[Stored items]

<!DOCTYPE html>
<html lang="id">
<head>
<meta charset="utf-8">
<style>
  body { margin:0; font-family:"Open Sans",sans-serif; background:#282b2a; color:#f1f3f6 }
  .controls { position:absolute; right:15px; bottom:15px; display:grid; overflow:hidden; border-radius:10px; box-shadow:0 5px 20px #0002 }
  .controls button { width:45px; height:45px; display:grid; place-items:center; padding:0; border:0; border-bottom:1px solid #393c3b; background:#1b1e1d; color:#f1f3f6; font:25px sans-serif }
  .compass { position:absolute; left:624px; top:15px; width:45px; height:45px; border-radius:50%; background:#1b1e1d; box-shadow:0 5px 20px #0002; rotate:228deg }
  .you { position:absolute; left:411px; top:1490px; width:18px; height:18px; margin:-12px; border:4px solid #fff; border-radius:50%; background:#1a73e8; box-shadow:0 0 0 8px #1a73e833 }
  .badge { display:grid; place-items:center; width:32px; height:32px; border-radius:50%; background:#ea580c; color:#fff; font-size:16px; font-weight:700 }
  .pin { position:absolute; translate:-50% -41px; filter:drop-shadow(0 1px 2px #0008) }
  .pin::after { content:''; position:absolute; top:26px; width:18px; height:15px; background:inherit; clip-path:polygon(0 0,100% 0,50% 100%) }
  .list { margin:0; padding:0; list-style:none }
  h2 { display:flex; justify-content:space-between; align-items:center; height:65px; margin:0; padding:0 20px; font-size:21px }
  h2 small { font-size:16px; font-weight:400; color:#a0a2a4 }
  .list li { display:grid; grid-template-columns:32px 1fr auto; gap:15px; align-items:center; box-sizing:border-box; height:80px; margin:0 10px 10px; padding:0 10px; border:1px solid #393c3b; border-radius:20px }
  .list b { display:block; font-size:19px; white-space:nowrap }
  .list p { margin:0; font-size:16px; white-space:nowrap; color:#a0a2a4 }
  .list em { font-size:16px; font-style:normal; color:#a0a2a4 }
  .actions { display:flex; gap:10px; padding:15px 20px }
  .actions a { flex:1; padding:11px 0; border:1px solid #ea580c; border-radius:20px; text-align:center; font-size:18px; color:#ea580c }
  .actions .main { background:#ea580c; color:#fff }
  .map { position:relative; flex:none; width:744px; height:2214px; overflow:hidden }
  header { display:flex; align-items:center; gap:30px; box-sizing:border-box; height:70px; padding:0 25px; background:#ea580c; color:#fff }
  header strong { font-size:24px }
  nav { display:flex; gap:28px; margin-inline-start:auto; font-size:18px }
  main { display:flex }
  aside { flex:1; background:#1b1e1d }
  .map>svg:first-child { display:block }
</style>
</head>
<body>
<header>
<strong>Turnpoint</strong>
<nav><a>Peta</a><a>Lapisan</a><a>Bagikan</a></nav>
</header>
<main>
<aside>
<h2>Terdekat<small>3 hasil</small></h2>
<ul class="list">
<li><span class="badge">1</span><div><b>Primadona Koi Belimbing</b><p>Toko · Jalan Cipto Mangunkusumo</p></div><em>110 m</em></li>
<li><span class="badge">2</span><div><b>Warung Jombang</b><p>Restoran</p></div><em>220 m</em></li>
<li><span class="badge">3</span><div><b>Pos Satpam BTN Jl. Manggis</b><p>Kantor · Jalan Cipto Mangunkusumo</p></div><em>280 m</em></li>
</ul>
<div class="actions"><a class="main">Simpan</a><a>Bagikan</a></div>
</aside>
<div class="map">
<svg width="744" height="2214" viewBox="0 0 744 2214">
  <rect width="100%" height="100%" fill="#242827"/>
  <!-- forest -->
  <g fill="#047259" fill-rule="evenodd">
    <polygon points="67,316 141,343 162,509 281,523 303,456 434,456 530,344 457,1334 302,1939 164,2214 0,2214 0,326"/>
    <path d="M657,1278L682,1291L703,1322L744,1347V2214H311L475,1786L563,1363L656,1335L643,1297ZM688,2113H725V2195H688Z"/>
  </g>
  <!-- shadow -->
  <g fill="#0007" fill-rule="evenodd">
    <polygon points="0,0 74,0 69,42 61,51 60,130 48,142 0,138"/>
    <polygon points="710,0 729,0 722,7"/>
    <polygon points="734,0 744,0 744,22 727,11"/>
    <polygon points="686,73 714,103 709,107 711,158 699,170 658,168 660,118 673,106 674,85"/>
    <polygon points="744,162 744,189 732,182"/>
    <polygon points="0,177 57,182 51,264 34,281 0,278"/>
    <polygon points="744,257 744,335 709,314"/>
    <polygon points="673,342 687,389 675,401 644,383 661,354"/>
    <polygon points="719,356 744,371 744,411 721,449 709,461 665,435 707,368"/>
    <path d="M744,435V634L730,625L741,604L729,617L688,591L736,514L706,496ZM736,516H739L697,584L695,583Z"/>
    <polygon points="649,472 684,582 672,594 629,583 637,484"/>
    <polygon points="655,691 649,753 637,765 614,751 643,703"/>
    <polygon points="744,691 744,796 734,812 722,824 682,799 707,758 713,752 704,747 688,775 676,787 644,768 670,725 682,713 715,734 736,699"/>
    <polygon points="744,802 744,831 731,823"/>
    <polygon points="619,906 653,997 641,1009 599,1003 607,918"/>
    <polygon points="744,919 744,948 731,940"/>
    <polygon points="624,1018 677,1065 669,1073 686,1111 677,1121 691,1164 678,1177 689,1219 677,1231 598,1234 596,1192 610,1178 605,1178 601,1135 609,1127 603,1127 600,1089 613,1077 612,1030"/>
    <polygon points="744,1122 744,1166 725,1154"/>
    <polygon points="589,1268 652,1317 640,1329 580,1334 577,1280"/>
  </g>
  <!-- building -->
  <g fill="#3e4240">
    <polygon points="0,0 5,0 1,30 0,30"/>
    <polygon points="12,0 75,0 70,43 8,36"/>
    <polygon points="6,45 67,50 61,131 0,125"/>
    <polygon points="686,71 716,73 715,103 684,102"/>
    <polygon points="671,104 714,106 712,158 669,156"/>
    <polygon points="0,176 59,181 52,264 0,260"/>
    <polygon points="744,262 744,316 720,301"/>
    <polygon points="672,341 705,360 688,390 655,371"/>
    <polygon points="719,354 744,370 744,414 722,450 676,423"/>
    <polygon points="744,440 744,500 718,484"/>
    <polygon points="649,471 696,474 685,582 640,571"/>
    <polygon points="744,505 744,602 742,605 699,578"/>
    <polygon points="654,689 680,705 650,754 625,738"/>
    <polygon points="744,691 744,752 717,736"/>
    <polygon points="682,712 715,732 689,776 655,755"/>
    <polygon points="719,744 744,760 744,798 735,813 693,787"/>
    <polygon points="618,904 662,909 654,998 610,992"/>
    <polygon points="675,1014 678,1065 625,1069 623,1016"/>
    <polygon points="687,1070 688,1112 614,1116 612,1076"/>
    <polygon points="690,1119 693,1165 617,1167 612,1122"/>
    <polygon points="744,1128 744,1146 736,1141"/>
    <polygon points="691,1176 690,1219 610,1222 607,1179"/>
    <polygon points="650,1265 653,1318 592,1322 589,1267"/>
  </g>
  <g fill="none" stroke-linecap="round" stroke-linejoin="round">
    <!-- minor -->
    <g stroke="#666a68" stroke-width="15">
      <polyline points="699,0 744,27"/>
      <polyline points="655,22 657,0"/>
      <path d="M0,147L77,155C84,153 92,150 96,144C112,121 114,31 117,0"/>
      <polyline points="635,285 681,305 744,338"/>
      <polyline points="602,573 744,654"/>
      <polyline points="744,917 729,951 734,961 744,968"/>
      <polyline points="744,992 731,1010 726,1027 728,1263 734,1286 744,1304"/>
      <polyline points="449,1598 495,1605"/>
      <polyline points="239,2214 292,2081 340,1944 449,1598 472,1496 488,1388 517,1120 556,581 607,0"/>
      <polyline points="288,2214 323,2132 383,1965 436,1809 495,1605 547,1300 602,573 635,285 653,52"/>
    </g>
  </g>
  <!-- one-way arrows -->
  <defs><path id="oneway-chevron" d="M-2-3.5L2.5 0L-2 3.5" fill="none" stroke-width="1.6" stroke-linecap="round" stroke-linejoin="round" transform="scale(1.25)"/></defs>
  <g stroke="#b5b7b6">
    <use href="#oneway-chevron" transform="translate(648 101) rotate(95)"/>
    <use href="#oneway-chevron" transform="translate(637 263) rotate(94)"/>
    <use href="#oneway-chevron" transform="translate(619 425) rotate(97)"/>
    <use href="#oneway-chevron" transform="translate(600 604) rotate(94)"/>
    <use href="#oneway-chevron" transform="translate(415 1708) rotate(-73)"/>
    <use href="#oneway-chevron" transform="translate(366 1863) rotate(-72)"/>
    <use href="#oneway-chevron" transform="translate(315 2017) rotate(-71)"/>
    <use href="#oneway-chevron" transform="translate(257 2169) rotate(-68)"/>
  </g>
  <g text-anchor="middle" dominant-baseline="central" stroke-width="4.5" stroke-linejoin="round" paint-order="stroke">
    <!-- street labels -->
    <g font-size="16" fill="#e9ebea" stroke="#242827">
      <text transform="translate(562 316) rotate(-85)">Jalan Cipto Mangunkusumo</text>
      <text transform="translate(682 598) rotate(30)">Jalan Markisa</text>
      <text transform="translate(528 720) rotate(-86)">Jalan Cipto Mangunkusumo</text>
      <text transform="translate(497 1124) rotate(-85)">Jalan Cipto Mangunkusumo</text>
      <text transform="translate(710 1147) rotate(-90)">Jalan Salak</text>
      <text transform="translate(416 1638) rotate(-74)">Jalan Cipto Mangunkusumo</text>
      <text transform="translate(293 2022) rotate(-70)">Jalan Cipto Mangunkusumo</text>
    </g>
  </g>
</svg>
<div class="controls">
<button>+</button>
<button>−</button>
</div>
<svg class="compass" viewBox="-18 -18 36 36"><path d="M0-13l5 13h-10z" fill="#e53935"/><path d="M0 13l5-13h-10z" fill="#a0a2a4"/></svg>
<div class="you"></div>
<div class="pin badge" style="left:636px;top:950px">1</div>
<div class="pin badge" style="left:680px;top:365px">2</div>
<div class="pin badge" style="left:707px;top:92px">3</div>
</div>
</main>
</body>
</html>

# DIRECTIONS FOR THIS TASK
Nothing but the lines from the top of the entries above through the line with "position:absolute; right:15px; bottom:15px;" should be set down, each exactly as written.

# SOLVED EXERCISE
<!DOCTYPE html>
<html lang="id">
<head>
<meta charset="utf-8">
<style>
  body { margin:0; font-family:"Open Sans",sans-serif; background:#282b2a; color:#f1f3f6 }
  .controls { position:absolute; right:15px; bottom:15px; display:grid; overflow:hidden; border-radius:10px; box-shadow:0 5px 20px #0002 }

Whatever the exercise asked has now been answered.